Pavilion of Slovenia at the 14th International Architecture Exhibition – la Biennale di Venezia

Pavilion of Slovenia at the 14th International Architecture Exhibition – la Biennale di Venezia

Herman Potočnik Noordung, The Problem of Space Travel - The Rocket Motor, 1928, Figure 84 - The Habitat Wheel. Left: Axial cross section. Right: View of the side constantly facing the sun, without a concave mirror, partially in cross section, Copyright © KSEVT - Treasury of Modernity

At the 14th International Architecture Exhibition in Venice between 7 June and 23 November, the Pavilion of Slovenia will show the project the Problem of Space Travel - Supre: architecture curated by the Cultural Centre of European Space Technologies (KSEVT). For the first time Slovenian presentation will be held at the central exhibition venue in the Arsenal.

Herman Potočnik Noordung, The Problem of Space Travel - The Rocket Motor, 1928, Figure 88 - Well of the habitable wheel staircase, Copyright © KSEVT - Treasury of Modernity

The exhibition delves on the fundamentals of architecture by looking at the work of Slovene engineer Herman Potočnik Noordung, the pioneer of space architecture. With his 1928 book The Problem of Space Travel – The Rocket Motor, Potočnik established a first vision of architecture that would enable human survival in dangerous, even deadly conditions of zero gravity. 

In the Arsenale, in at the passage between Corderie and Artiglierie, the Pavilion of Slovenia presents Potočnik’s idea of architecture for space at many levels. For the last few decades, our nearby space has been inhabited with objects of various origins - from satellites to space stations. These human “settlements” perform all kinds of functions in an environment unfriendly to humans, yet they join hands as cultural and architectural artifacts.

Herman Potočnik Noordung, The Problem of Space Travel - The Rocket Motor, 1928, Figure 60 - A room of the space station in the state of weightlessness and which is being furnished; Figure 61 - Writing in the state of weightlessness: for this purpose, we have to be strapped to the tabletop, for example, by means of leather straps in order to remain at the table at all. A man floats in from the next room through the door opening, bringing something with him, Copyright © KSEVT - Treasury of Modernity

In the Pavilion, KSEVT makes a between Science-Technology solutions and the Arts-Humanities appropriation of space, seeing the development of architecture as an intersection of two parallel human efforts. The Arts-Humanities vector, outlined by Potočnik and his non-militaristic approach to designing space architecture, is to recognize a cultural space in weightlessness and in unnatural conditions to humans.

Potočnik’s commitment and his architectural contribution can be better understood when framed alongside the history of architectural Modernism, in Slovenia and abroad. We may understand the methodology of Potočnik’s plans for space architecture – to create an environment for human habitation in a completely inhuman environment, space – through a series of architectural solutions made by prominent Slovenian architects in the past hundred years, despite the fact they were often subjected to a residential and social function, defending the idea of a better life – with all the benefits of a civilization – even for the weakest social groups.

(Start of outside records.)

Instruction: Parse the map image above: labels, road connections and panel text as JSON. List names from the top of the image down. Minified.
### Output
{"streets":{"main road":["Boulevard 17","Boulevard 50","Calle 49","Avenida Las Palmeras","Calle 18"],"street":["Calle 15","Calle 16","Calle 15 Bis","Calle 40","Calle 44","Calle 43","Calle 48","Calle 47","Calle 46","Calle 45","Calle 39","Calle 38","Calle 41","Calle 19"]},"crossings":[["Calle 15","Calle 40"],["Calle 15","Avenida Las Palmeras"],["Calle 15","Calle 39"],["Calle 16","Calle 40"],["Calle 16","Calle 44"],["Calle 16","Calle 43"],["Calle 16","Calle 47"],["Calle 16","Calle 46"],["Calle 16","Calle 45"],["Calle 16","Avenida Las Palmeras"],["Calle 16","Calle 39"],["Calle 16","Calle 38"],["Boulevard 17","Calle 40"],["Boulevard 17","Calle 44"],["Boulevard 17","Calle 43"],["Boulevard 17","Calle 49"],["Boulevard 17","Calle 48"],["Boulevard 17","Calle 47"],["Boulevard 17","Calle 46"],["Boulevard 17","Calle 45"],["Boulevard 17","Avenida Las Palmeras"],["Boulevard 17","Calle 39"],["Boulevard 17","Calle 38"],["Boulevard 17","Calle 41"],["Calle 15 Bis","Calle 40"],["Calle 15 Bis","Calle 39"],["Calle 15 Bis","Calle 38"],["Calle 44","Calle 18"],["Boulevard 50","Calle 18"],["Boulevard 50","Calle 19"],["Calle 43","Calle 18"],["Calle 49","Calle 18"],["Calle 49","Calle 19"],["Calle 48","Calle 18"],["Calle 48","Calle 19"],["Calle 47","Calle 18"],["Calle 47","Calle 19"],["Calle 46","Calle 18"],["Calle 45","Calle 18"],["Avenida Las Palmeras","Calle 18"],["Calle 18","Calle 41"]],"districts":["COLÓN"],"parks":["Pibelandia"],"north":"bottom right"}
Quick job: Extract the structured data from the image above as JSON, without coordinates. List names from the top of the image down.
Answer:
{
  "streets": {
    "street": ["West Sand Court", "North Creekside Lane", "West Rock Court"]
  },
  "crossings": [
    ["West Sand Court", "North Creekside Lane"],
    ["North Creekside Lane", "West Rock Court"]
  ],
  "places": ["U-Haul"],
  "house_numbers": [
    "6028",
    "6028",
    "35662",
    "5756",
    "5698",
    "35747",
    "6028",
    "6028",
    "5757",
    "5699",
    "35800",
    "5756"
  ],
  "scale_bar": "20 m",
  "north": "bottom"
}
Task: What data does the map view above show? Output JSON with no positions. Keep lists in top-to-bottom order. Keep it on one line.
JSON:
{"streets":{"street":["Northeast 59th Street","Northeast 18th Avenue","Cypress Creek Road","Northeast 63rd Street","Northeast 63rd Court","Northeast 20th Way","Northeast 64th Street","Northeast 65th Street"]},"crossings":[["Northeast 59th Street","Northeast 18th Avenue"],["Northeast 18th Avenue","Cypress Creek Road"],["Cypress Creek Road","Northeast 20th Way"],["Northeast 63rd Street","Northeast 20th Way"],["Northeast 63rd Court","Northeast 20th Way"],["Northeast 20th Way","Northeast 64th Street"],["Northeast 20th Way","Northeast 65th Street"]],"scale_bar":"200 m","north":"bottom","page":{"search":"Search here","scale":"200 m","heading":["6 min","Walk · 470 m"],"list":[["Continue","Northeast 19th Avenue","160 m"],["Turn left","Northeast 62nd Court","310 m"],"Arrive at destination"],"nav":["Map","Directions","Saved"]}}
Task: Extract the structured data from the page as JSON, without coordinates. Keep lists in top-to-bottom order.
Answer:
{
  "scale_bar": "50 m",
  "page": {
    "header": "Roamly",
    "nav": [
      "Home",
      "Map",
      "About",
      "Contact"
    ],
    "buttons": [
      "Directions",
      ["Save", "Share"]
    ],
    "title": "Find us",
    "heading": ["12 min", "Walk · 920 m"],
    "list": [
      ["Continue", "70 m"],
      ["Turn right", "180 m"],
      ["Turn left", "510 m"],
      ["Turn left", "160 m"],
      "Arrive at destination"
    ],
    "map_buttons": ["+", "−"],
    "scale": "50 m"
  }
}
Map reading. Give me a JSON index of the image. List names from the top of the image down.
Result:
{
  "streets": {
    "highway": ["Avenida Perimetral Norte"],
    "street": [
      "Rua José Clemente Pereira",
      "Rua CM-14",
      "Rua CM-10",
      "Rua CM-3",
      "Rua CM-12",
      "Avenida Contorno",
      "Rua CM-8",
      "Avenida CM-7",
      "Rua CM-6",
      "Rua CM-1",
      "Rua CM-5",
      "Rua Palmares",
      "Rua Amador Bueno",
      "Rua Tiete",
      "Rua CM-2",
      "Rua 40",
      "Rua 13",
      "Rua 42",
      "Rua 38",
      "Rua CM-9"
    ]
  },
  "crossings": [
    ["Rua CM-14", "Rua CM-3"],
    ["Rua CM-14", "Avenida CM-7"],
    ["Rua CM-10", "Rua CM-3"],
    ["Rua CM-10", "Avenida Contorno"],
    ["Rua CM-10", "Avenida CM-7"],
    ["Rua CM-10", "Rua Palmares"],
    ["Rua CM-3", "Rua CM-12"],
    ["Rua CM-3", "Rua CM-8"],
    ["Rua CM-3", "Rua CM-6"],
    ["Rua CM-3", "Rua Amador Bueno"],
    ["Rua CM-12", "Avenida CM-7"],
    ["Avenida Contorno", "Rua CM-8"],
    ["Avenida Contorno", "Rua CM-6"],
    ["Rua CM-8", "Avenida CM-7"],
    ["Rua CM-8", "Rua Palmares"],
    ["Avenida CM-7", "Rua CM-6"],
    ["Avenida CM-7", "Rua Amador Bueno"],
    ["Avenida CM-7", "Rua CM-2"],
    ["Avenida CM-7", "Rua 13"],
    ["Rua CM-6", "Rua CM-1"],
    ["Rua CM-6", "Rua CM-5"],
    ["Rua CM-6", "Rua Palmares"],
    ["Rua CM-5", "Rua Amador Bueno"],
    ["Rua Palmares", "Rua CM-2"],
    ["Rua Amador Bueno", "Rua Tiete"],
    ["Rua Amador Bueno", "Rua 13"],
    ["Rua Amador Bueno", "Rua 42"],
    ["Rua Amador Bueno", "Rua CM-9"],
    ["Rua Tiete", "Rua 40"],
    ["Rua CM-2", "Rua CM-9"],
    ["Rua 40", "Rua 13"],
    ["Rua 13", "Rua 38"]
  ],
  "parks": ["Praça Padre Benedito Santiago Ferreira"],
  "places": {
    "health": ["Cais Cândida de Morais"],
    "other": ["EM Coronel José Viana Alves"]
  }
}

It is not by accident that even some modernists and avant-gardists started to discover space, albeit with their own devices, in the early decades of the 20th century. The search for a new artistic expression often coincided with the invention of a new social order and a new man. Space made a radically new view of art and society entirely possible, so the story of the technological and architectural conquest of space is intertwined with utopian artistic exploration and therefore with the artistic interpretation of what space is and what it implies.

Through three concepts, the Pavilion offers different ways to understand Potočnik’s space architecture and architectural space in general. Supre:human deals with Noordung’s Technology-Humanities designs for a human living space. Supre:living above all exposes the fact that space is impregnated with cultural artifacts — including architecture — as well as artistic appropriation and even an expansion of this very term. Finally, Supre:composite represents Slovenian architecture in the last century as the predecessor and descendant of Potočnik’s architectural aspirations; a predecessor that demonstrates the context and mentality of the idea for architecture in a certain area; a descendant who points out the basis of a general reflection – how does the architecture enable human habitation? –, and, because it is born in conditions of new technological solutions, largely connected to the development of space technologies.

Cultural Centre of European Space Technologies; Matija Bevk, Aljoša Dekleva, Tina Gregorič, Rok Oman, Vasa J. Perović, Jurij Sadar, Špela Videčnik, Boštjan Vuga, 2012, Photographer: Tomaž Maček, Copyright © KSEVT

Through these three aspects, KSEVT advances a unique look at the past scientific and artistic exploration of space, a look to begin and understand this exploration as a diverse mental effort of space culturalization.

KSEVT holds this exhibition in cooperation with the La Biennale di Venezia and prepared the main presentation in cooperation with the Yuri A. Gagarin Cosmonaut Training Centre from Star City. They establish a connection of Herman Potočnik Noordung with the International Space Station, the only inhabited space architecture in Earth’s orbit.